Alex Langlands is a British archaeologist and historian, also known for his work as a presenter of educational documentary series on British television and a lecturer of medieval history at Swansea University.

== Education ==
Langlands has degrees in medieval archaeology and world archaeology from University College London. He has also worked in commercial archaeology before going on to complete his MPhil/PhD in early medieval history and archaeology at the University of Winchester in 2013.

==Academic posts==
In 2011 he edited an abridged version of Henry Stephens's Book of the Farm, a work used as historical reference for the series Victorian Farm. From October 2013 to August 2015 he was lecturer at the University of Winchester. In 2015, he took up the post of lecturer in the Department of History and Classics at Swansea University. Langlands is currently a patron of the Heritage Crafts Association.

==TV work==
Langlands began his TV career as a presenter on four of the five BBC historic farm series including Tales from the Green Valley, Victorian Farm, Edwardian Farm and Wartime Farm.

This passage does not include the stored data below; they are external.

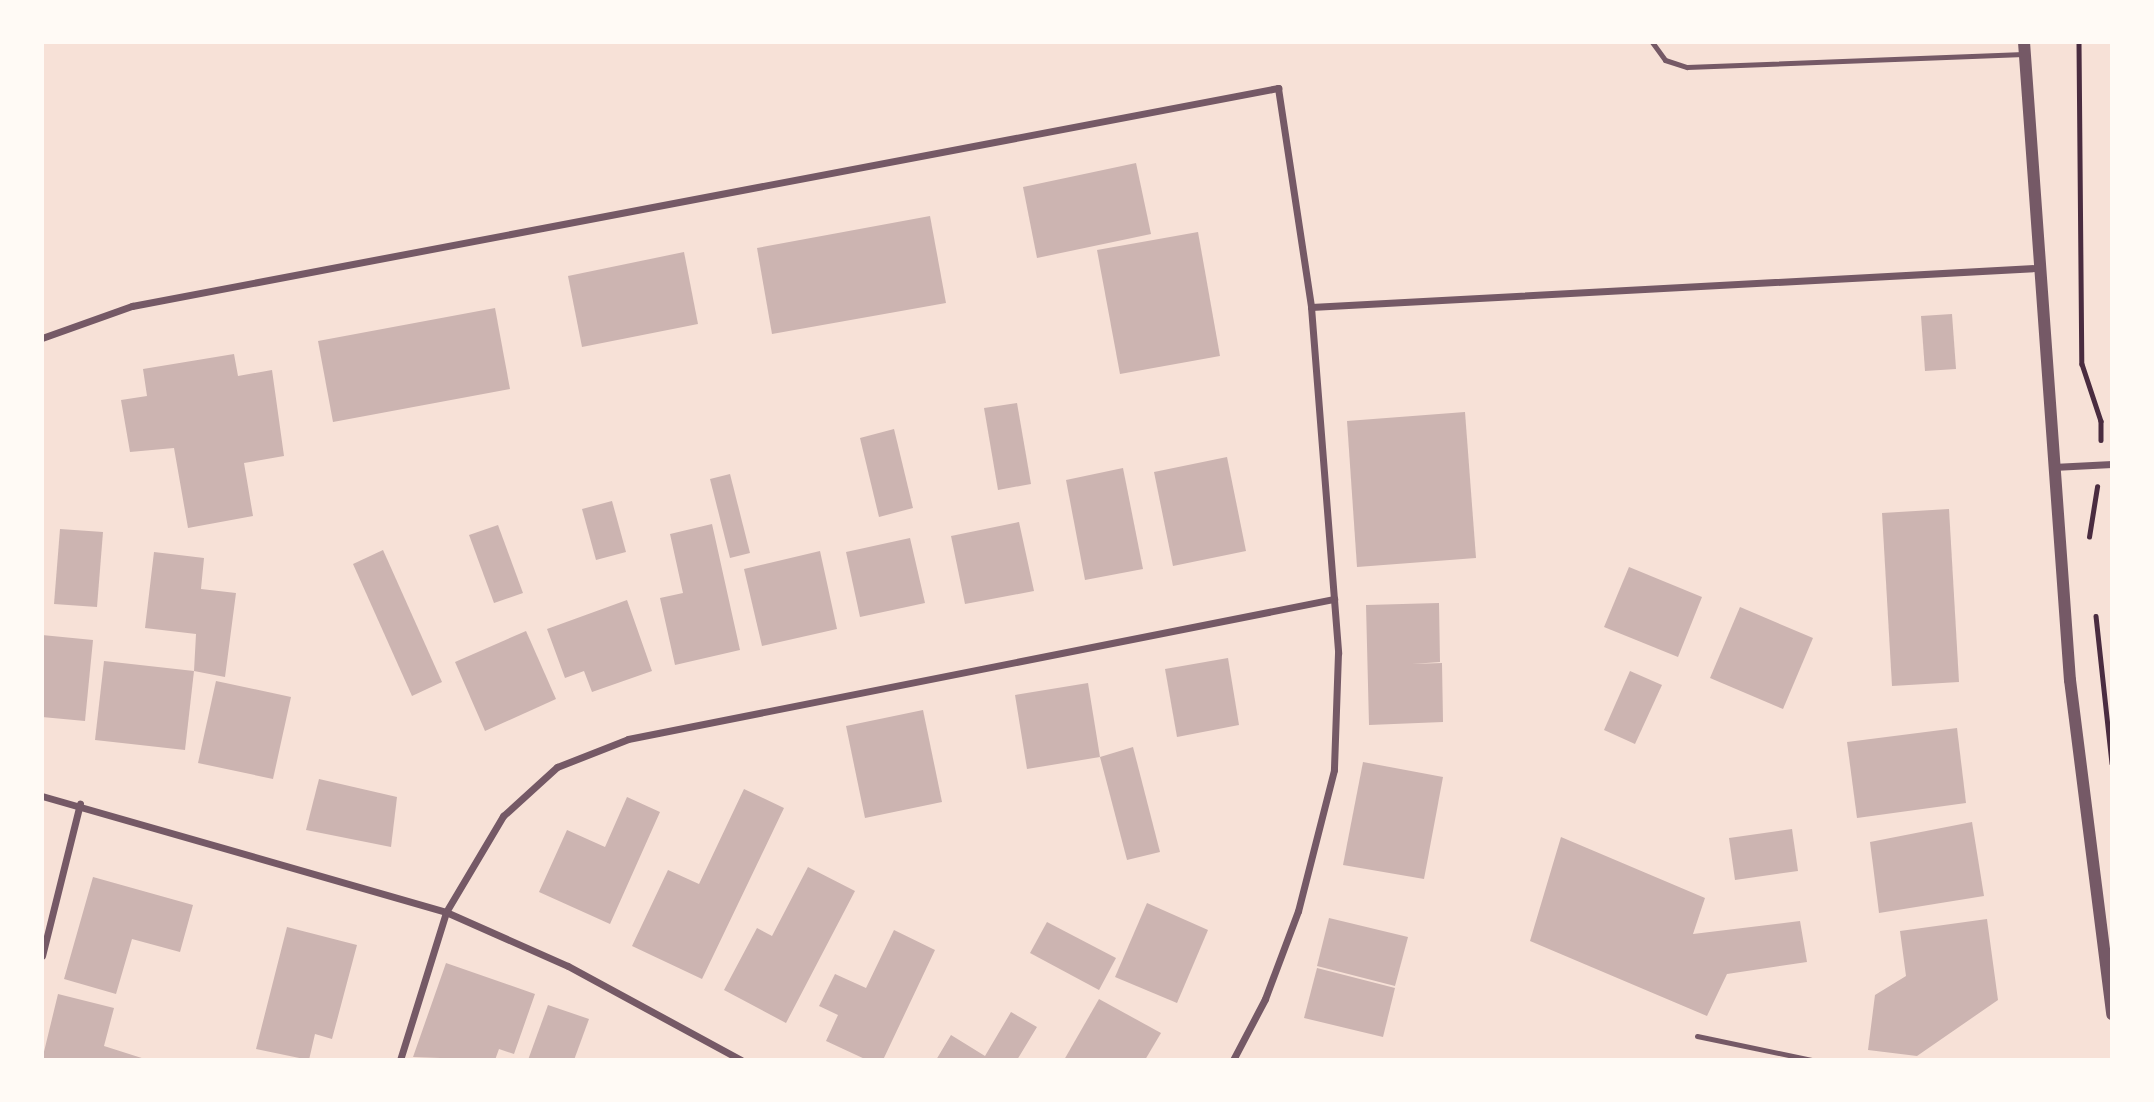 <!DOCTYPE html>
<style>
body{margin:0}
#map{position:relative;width:2154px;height:1102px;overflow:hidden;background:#f7e1d7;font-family:Raleway,sans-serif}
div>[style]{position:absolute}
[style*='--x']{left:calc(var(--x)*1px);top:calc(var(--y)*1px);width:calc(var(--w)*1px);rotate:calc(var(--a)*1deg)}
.building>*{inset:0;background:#ccb4b1}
.path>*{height:4.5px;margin:-2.25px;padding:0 2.25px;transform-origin:2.25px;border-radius:2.25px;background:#4a2c40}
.service>*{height:5px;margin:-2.5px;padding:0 2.5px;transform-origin:2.5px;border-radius:2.5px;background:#755966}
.minor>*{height:7px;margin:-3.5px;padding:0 3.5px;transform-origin:3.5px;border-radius:3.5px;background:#755966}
.tertiary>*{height:12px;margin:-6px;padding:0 6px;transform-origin:6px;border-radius:6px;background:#755966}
span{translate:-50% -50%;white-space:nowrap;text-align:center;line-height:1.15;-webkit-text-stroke:5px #fffaf5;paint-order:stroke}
.frame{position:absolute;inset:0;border:44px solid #fffaf5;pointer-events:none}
</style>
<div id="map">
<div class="building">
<div style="clip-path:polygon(1136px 163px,1151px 234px,1037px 258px,1023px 187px)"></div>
<div style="clip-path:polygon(930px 216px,946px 303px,772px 334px,757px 248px)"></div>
<div style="clip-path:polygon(1198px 232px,1220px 356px,1120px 374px,1097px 250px)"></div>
<div style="clip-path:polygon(684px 252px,698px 324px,582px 347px,568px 276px)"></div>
<div style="clip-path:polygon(495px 308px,510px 389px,333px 422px,318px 341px)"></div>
<div style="clip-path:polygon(1952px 314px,1956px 369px,1925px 371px,1921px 316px)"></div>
<div style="clip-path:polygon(234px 354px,238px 376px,272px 370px,284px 456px,244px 463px,253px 516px,188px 528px,174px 448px,130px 452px,121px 400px,147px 396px,143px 369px)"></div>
<div style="clip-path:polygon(1017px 403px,1031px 484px,998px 490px,984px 408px)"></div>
<div style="clip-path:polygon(1465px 412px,1476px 558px,1357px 567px,1347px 421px)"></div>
<div style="clip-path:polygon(894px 429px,913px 508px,879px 517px,860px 438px)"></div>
<div style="clip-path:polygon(1227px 457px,1246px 551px,1173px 566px,1154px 472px)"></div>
<div style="clip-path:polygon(1123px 468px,1143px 569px,1085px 580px,1066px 480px)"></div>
<div style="clip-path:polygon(730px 474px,750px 553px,730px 558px,710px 479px)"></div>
<div style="clip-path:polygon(612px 501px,626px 552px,596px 560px,582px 509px)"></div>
<div style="clip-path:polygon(1949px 509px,1959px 682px,1892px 686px,1882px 513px)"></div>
<div style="clip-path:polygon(1019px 522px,1034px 591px,965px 604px,951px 536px)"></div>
<div style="clip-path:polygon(712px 524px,740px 650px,675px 665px,660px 598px,683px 593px,670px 534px)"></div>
<div style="clip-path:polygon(498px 525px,523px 593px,494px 603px,469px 535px)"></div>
<div style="clip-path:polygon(60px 529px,103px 532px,97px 607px,54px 604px)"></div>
<div style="clip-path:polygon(910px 538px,925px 603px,860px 617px,846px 552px)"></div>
<div style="clip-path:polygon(383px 550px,442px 682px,412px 696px,353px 564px)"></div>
<div style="clip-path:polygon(820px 551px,837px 629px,762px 646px,744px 569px)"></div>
<div style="clip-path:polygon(154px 552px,204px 558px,201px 589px,236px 593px,225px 677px,194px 671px,196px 634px,145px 628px)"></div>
<div style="clip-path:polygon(1629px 567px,1702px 597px,1678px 657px,1604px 627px)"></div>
<div style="clip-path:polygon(627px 600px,652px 671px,592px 692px,584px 671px,565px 678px,547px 629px)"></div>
<div style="clip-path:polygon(1439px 603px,1440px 662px,1412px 664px,1442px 663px,1443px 722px,1369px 725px,1366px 605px)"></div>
<div style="clip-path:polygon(1740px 607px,1813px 638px,1783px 709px,1710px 678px)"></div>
<div style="clip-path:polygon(526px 631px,556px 699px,485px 731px,455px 662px)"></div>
<div style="clip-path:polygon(42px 635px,93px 640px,85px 721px,42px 717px)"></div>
<div style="clip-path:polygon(1228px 658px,1239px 725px,1177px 737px,1165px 669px)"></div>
<div style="clip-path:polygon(104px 661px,194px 671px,185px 750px,95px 740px)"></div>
<div style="clip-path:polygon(1630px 671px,1662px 685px,1635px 744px,1604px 730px)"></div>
<div style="clip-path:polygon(216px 681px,291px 697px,273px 779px,198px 763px)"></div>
<div style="clip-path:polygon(1088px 683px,1100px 757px,1027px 769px,1015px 695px)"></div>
<div style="clip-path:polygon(923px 710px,942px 802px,865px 818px,846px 726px)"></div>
<div style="clip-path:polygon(1957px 728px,1966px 803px,1857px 818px,1847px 742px)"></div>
<div style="clip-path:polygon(1133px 747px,1160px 852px,1127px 860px,1100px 757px)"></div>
<div style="clip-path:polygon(1363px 762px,1443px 777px,1424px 879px,1343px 865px)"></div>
<div style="clip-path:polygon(319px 779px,397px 797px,391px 847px,306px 830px)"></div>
<div style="clip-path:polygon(744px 789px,784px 808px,702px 979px,632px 946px,668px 870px,699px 884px)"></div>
<div style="clip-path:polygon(627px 797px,660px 812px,610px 924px,539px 892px,567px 830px,605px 847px)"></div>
<div style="clip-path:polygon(1972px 822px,1984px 896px,1879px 913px,1870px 842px)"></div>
<div style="clip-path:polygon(1792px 829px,1798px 871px,1735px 880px,1729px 838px)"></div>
<div style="clip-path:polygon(1561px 837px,1705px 898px,1693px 934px,1800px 921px,1807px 962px,1727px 974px,1707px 1016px,1530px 941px)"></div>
<div style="clip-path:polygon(808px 867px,855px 891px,786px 1023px,724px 990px,757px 928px,772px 936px)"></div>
<div style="clip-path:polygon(93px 877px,193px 905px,180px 952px,132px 939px,116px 994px,64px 979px)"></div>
<div style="clip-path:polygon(1147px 903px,1208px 930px,1177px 1003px,1115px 977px)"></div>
<div style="clip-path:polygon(1329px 918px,1408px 937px,1395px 986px,1317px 966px)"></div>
<div style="clip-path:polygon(1987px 919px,1998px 1000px,1917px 1056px,1868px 1050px,1875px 995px,1906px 976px,1900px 931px)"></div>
<div style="clip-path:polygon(1047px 922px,1116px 958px,1099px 990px,1030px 953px)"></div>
<div style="clip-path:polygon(287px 927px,357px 945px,332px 1039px,315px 1034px,309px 1060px,256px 1049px)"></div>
<div style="clip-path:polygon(894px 930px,935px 950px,883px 1060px,867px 1060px,826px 1041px,838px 1015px,819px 1006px,835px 974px,866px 988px)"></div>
<div style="clip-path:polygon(446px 963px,535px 994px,514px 1054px,499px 1049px,495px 1060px,413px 1057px)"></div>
<div style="clip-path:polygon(1317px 968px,1395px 988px,1383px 1037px,1304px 1018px)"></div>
<div style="clip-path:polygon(58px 994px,114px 1008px,104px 1046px,148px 1060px,42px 1060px)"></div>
<div style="clip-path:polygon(1099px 999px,1161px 1033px,1145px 1060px,1064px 1060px)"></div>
<div style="clip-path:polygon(548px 1005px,589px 1019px,574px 1060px,528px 1060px)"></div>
<div style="clip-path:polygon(1011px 1012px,1037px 1027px,1017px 1060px,936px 1060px,951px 1035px,985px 1056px)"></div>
</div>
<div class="path">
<div style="--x:2079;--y:42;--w:322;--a:89.5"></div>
<div style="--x:2082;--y:364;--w:60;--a:71.6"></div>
<div style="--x:2101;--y:421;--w:19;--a:90"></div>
<div style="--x:2089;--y:537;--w:51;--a:-80.9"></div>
<div style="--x:2096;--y:616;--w:148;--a:83.8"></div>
</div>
<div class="service">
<div style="--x:1652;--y:42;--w:22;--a:54"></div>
<div style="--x:1665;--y:60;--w:23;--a:18"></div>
<div style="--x:1687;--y:67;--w:337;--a:-2.2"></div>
<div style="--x:1697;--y:1036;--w:117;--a:11.8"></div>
</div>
<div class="minor">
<div style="--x:1311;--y:307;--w:725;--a:-3.08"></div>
<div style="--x:42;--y:338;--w:96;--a:-19.6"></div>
<div style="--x:132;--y:306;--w:1167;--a:-10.77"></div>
<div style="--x:1278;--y:88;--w:221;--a:81.4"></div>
<div style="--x:1311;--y:307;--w:347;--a:85.5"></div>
<div style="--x:1338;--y:653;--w:117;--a:92"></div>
<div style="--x:1334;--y:770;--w:146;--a:104.3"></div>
<div style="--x:1298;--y:911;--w:94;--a:110.6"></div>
<div style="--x:1265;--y:999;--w:69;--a:117.7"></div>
<div style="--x:2053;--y:467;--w:59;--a:-2.9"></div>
<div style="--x:42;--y:796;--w:420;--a:16"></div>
<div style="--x:446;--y:912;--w:133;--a:23.9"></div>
<div style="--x:568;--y:966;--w:197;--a:28.5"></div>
<div style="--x:42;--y:956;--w:157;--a:-76"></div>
<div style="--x:400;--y:1060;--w:155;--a:-72.7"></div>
<div style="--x:446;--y:912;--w:112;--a:-59.3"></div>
<div style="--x:503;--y:816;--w:73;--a:-42.2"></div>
<div style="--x:557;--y:767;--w:76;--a:-21.5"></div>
<div style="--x:628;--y:739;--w:720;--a:-11.22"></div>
</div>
<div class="tertiary">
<div style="--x:2024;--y:42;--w:640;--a:85.88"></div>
<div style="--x:2070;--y:680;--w:337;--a:82.8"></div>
</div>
<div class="frame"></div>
</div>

He joined Time Team on Channel 4 in 2011. In 2012, he was a competitor on BBC TV's The Great Sport Relief Bake Off. In January 2016, he co-presented the BBC Two series Victorian Bakers with Annie Gray, a historian, cook, lecturer and writer. In July 2016, he co-presented the BBC Two series Full Steam Ahead with Ruth Goodman and Peter Ginn. In November 2016, he co-presented the Channel 4 series Britain at Low Tide with paleobiologist Tori Herridge. In 2019 Langlands co-presented the BBC series Victorian Bakers and served as a judge on Penelope Keith's Village of the Year. In 2019 and 2020 he co-presented two series of the Channel 5 series Digging Up Britain's Past.